Trevor W. Hayton, assistant professor of chemistry and biochemistry at UC Santa Barbara, has been awarded a prestigious Sloan Research Fellowship from the Alfred P. Sloan Foundation.
Hayton is one of 118 early career scientists, mathematicians, and economists to be named Sloan Research Fellows. The winners are faculty members at 56 colleges and universities in the United States and Canada who are conducting research at the frontiers of physics, chemistry, computational and evolutionary molecular biology, computer science, economics, mathematics, and neuroscience.
"I'm thrilled to have been awarded a Sloan Research Fellowship," Hayton said. "This award will allow my research group to continue their investigations on the promising area of uranium-mediated catalysis."
Hayton, a native of Ottawa, Ontario, graduated in 1998 from the University of British Columbia, where he started his graduate studies under the direction of Peter Legzdins. After completing his Ph.D. at UBC in 2003, Hayton began a postdoctoral position at Los Alamos National Laboratory with James Boncella. He joined the faculty of the Department of Chemistry and Biochemistry at UCSB in 2006.

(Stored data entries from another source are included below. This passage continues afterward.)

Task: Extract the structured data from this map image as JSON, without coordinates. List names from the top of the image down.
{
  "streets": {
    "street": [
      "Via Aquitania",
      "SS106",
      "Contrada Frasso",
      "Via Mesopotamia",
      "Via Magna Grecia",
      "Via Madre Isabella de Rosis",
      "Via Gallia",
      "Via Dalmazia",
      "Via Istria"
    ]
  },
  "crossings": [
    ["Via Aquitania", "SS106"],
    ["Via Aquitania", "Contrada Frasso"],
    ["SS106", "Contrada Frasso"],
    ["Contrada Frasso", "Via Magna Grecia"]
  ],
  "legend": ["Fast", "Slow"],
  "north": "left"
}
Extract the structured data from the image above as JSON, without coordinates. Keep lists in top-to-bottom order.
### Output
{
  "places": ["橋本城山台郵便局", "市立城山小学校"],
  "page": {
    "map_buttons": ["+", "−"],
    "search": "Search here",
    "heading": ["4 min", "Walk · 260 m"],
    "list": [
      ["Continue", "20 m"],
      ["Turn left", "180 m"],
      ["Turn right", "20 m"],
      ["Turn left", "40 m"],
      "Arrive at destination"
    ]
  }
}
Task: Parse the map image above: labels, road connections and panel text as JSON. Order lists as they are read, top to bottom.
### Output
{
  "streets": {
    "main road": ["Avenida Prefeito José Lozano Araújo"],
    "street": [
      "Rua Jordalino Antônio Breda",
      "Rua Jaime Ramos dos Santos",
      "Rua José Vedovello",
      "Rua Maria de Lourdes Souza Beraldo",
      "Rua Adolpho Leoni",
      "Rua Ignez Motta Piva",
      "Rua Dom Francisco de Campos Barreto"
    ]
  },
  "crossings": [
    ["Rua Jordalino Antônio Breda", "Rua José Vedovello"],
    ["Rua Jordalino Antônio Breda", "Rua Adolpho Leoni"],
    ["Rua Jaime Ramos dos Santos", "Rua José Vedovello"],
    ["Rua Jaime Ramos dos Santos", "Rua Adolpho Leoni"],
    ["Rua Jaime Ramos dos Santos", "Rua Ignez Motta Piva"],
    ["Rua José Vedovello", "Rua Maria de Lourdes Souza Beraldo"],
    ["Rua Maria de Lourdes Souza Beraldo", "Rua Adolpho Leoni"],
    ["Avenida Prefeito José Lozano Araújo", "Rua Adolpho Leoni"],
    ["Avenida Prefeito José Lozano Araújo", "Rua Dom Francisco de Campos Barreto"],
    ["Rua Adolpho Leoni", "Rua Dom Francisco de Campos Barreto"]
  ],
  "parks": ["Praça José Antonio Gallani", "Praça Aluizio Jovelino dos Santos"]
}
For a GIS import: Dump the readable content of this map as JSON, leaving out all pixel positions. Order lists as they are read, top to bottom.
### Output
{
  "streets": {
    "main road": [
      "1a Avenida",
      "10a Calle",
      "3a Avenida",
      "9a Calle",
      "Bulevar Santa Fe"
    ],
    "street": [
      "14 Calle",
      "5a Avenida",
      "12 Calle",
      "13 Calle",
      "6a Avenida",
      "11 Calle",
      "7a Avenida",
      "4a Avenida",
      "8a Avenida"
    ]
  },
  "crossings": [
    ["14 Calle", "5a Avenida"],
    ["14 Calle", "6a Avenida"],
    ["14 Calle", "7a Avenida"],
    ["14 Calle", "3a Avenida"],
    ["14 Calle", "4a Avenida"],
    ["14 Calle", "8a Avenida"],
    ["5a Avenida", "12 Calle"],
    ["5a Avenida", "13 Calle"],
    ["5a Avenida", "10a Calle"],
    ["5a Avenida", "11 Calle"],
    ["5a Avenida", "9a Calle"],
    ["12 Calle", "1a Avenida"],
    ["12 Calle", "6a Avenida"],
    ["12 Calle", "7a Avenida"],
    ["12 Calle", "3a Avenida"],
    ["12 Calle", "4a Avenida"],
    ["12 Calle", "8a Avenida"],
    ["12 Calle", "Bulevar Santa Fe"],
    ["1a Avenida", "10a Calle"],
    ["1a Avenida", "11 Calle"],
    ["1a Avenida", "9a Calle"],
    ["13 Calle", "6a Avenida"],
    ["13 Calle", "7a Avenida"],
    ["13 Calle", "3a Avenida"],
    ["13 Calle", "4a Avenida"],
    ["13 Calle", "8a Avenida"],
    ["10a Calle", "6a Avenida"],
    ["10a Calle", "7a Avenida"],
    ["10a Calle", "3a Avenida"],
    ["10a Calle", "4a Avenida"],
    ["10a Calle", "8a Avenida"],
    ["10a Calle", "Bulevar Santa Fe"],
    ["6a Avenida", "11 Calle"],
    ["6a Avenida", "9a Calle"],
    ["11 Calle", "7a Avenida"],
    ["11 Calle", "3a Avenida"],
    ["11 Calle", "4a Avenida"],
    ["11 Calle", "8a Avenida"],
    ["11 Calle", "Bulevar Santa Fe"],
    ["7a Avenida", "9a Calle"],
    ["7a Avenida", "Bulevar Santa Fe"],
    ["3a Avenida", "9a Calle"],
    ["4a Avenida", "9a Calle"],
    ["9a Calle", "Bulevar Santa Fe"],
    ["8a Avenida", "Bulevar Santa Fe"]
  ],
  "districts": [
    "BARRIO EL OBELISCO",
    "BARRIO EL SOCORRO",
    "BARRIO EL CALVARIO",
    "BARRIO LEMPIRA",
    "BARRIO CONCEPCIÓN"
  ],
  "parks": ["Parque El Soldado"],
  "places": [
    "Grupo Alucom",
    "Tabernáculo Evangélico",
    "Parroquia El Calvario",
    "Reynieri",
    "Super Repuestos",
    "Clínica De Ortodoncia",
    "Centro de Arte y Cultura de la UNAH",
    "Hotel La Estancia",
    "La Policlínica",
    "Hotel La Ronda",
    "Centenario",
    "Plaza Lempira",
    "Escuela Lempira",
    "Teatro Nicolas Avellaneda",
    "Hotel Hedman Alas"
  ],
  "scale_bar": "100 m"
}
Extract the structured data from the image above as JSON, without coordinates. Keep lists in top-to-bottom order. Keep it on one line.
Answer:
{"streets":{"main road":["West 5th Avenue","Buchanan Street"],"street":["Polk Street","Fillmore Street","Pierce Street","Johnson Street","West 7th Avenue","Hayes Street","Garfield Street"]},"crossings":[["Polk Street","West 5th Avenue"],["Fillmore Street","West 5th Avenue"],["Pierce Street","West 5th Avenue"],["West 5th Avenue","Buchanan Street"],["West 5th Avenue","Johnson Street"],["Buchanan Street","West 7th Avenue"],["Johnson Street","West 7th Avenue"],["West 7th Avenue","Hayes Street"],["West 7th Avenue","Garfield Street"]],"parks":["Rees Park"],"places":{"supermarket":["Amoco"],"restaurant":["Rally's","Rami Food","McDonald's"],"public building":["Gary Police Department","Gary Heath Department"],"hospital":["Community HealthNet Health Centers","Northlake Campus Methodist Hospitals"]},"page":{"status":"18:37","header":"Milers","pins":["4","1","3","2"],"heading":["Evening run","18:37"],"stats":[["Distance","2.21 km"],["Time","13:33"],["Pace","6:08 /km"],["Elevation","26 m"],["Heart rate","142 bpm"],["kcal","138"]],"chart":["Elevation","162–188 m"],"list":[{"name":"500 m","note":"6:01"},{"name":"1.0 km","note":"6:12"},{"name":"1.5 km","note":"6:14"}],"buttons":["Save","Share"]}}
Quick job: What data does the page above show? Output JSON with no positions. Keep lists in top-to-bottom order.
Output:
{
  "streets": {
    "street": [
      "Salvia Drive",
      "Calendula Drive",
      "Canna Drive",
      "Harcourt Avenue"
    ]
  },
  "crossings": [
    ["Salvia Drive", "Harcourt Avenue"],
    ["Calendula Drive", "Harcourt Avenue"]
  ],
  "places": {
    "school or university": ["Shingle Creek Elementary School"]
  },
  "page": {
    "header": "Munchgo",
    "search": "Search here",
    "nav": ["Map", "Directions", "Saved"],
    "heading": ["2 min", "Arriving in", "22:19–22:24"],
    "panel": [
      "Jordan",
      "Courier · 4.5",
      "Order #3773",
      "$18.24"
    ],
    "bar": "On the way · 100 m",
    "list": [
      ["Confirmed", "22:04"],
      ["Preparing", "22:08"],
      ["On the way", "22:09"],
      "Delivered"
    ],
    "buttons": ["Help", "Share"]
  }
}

Sloan Fellows can use their two-year, $50,000 grants to pursue whatever lines of inquiry are of most interest to them, and they are permitted to use fellowship funds in a variety of ways to further their research. Funds are awarded directly to the Fellow's institution.
The Sloan Research Fellowships have been awarded since 1955. Since then, 38 Sloan Research Fellows have gone on to win Nobel Prizes; 57 have received the National Medal of Science; and 14 have been awarded the Fields Medal, the top honor in mathematics.